Thursday, September 1, 2016

leadership dot #1553: permanent address

As I was considering an interim assignment in another state, it occurred to me that unless I shared that fact, most people I do business with would never even know I moved. 

The internet is almost everywhere. Smart phones give you a computer in your hand. You can work remotely or virtually and all of your information is accessible via the cloud or Dropbox. You can see people when you conference with them via Skype or Zoom. Documents are scanned and sent without needing a physical exchange.

Two other advantages to seamless communication: your phone number now travels with you and you can keep your email across platforms and providers. I have had the same email address longer than I can remember and my phone number for 15 years even though I live in a different state. I could move to another location, not just go there temporarily, and it would not change anything...

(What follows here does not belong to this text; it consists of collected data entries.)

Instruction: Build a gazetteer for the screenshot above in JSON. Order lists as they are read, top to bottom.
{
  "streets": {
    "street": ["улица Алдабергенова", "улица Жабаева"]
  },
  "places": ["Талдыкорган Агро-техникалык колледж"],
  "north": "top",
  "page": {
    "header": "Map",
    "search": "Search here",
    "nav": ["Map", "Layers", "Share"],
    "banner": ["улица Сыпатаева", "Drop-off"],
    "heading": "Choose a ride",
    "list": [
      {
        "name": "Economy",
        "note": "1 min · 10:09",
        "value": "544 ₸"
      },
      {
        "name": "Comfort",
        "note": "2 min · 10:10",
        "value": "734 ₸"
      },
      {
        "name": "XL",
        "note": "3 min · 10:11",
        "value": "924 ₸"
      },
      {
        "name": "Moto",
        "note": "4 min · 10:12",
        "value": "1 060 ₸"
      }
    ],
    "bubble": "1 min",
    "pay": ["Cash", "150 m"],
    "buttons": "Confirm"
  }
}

...except for mail. In this mobile and virtual society, I am surprised someone has not figured out a way to give you a permanent address that can remain the same even though mail is delivered to different locations during its use. I envision something like military mail -- you would put the equivalent of APO/FPO/DPO as the address, and like the military, the mail service would know where to deliver it. Before it is processed, someone could link it to a code that says "oh, today, address #45678 is located in Iowa" and a month from now it could be in Tennessee. It would allow people to have continual access to the tangible items that they want/need to receive via the postal system.

This could work for people who travel a lot, "snowbird" for part of the year, want to work virtually, have multiple offices or just don't want to reprint stationery/labels/forms/business cards every time there is an address change. I would clearly sign up!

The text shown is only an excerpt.